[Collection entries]
__________________________________________________

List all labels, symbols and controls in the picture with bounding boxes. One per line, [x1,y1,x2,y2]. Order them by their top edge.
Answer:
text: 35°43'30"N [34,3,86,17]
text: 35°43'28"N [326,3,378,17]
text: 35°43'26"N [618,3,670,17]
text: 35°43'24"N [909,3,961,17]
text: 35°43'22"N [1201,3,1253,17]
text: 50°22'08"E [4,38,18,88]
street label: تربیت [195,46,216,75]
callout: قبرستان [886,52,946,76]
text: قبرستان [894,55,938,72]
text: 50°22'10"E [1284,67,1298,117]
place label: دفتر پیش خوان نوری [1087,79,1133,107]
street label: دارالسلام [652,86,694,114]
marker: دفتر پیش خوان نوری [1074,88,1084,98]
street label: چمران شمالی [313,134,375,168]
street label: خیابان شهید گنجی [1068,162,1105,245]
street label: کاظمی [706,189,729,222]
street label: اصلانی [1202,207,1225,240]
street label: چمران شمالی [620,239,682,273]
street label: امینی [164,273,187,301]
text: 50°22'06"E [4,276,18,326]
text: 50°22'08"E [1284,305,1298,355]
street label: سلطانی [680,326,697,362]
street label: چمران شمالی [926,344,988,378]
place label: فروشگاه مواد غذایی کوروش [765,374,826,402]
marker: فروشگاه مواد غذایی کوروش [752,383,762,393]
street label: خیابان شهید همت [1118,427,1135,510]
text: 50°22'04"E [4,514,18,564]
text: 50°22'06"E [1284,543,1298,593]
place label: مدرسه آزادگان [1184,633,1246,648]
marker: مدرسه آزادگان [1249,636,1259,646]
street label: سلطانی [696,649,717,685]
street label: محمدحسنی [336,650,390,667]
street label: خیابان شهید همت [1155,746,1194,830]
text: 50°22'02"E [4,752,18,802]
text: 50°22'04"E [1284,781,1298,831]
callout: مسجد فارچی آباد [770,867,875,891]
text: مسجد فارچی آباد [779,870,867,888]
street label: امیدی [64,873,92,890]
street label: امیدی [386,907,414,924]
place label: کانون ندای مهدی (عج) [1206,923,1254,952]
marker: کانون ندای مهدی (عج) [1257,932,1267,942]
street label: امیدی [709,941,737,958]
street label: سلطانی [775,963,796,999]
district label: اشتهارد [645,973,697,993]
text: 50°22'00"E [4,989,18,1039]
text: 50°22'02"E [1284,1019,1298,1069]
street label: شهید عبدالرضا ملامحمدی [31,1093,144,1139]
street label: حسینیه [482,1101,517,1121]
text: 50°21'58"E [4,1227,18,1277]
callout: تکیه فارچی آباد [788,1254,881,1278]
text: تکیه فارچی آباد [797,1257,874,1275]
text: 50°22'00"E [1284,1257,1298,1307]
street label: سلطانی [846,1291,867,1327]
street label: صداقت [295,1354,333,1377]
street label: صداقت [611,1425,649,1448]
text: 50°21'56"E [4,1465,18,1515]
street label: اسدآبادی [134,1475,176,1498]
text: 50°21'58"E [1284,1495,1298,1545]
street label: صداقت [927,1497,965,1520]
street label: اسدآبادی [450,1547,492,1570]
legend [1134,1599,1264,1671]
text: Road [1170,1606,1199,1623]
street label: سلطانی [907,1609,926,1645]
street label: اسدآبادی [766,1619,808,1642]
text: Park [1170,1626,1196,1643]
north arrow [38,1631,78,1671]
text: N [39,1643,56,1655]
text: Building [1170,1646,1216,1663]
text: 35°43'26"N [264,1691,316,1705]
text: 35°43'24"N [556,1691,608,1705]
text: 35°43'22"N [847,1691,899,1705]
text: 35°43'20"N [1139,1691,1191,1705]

__________________________________________________

Exercise aim: Read through the entries and copy every line that includes "سلطانی".

The completed task:
street label: سلطانی [680,326,697,362]
street label: سلطانی [696,649,717,685]
street label: سلطانی [775,963,796,999]
street label: سلطانی [846,1291,867,1327]
street label: سلطانی [907,1609,926,1645]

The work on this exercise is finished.